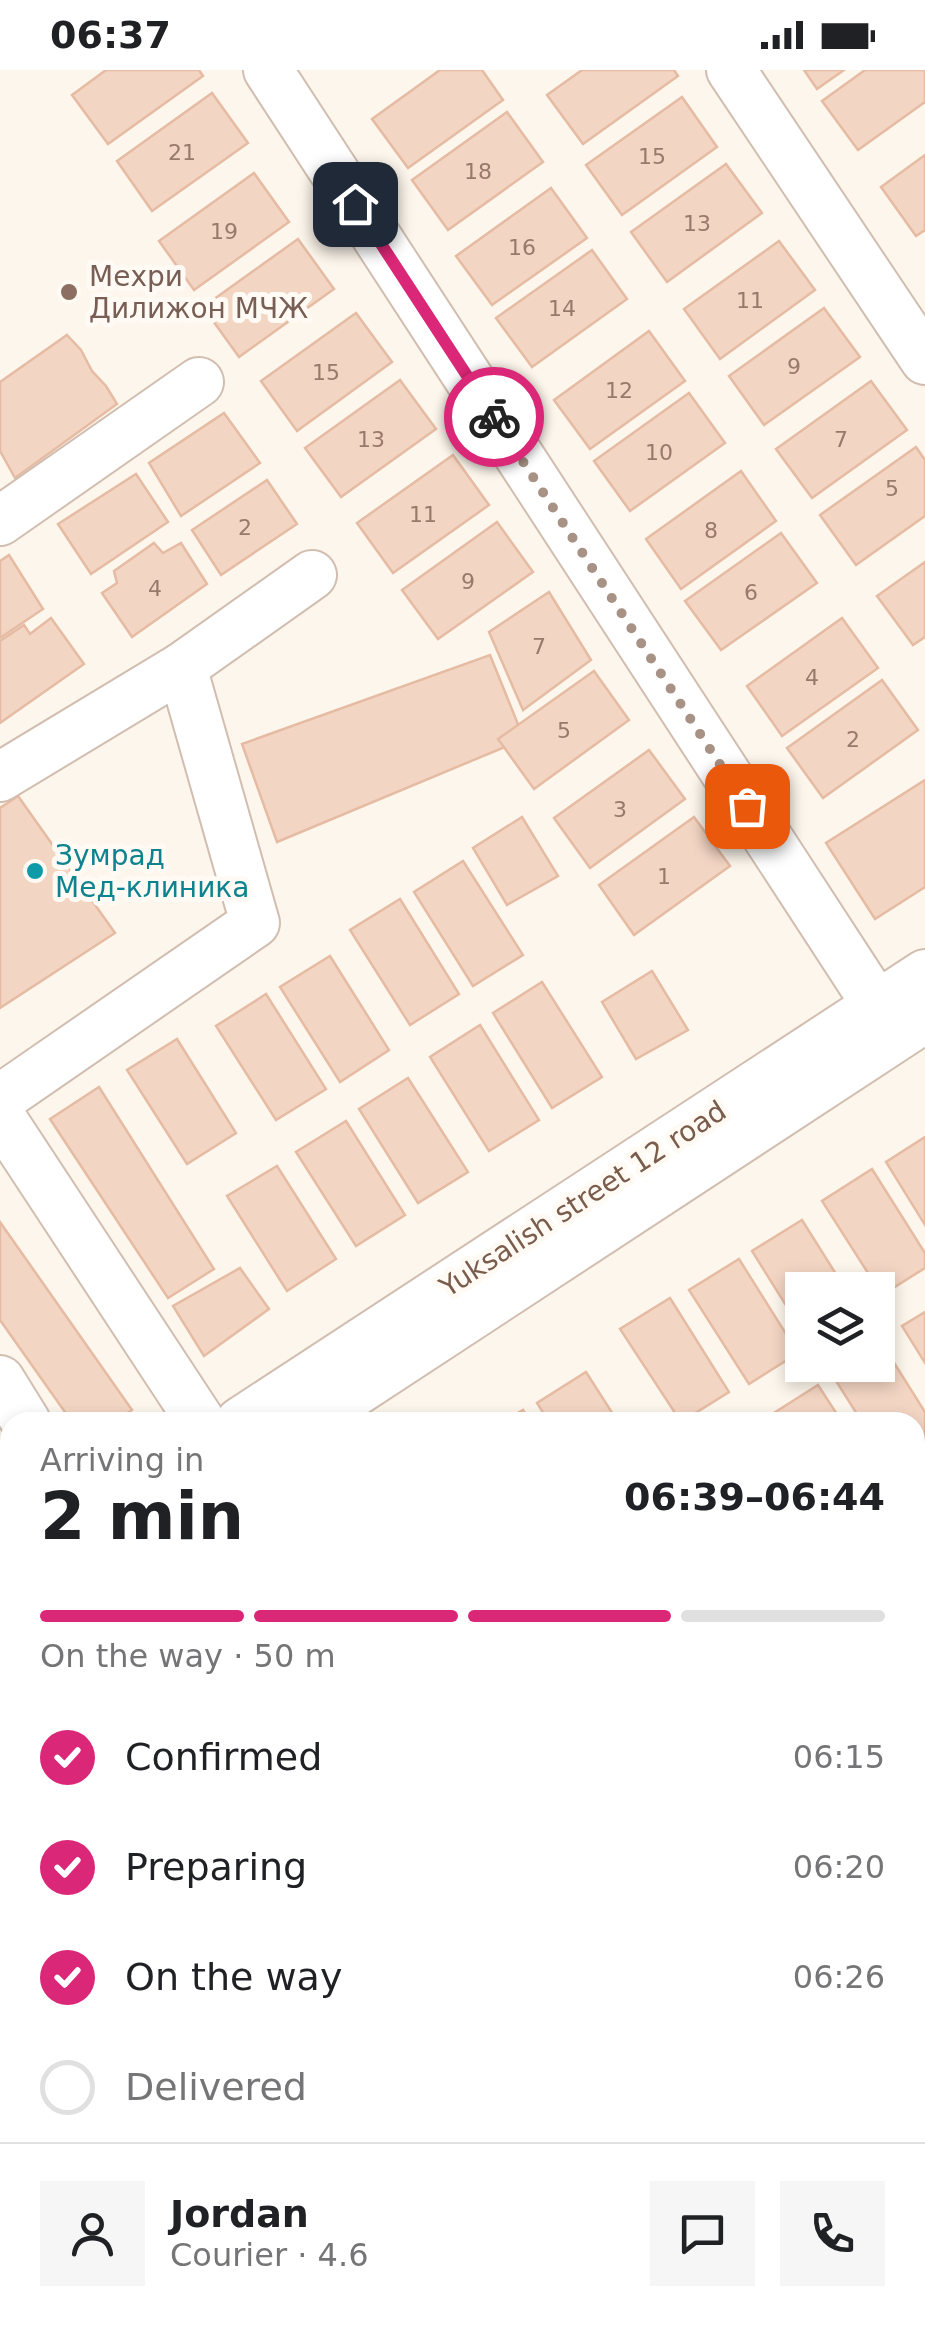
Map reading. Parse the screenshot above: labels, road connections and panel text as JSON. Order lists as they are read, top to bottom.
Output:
{
  "streets": {
    "street": ["Yuksalish street 12 road"]
  },
  "places": ["Мехри Дилижон МЧЖ", "Зумрад Мед-клиника"],
  "house_numbers": [
    "21",
    "15",
    "18",
    "13",
    "19",
    "16",
    "11",
    "14",
    "9",
    "15",
    "12",
    "13",
    "7",
    "10",
    "5",
    "11",
    "2",
    "8",
    "9",
    "4",
    "6",
    "7",
    "4",
    "5",
    "2",
    "3",
    "1"
  ],
  "page": {
    "status": "06:37",
    "heading": ["2 min", "Arriving in", "06:39–06:44"],
    "panel": ["Jordan", "Courier · 4.6"],
    "bar": "On the way · 50 m",
    "list": [
      ["Confirmed", "06:15"],
      ["Preparing", "06:20"],
      ["On the way", "06:26"],
      "Delivered"
    ]
  }
}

+++

Your objective:
The answer is every line of the data, exactly as written, with the pictures dropped.

Reply to the task:
Map reading. Parse the screenshot above: labels, road connections and panel text as JSON. Order lists as they are read, top to bottom.
Output:
{
  "streets": {
    "street": ["Yuksalish street 12 road"]
  },
  "places": ["Мехри Дилижон МЧЖ", "Зумрад Мед-клиника"],
  "house_numbers": [
    "21",
    "15",
    "18",
    "13",
    "19",
    "16",
    "11",
    "14",
    "9",
    "15",
    "12",
    "13",
    "7",
    "10",
    "5",
    "11",
    "2",
    "8",
    "9",
    "4",
    "6",
    "7",
    "4",
    "5",
    "2",
    "3",
    "1"
  ],
  "page": {
    "status": "06:37",
    "heading": ["2 min", "Arriving in", "06:39–06:44"],
    "panel": ["Jordan", "Courier · 4.6"],
    "bar": "On the way · 50 m",
    "list": [
      ["Confirmed", "06:15"],
      ["Preparing", "06:20"],
      ["On the way", "06:26"],
      "Delivered"
    ]
  }
}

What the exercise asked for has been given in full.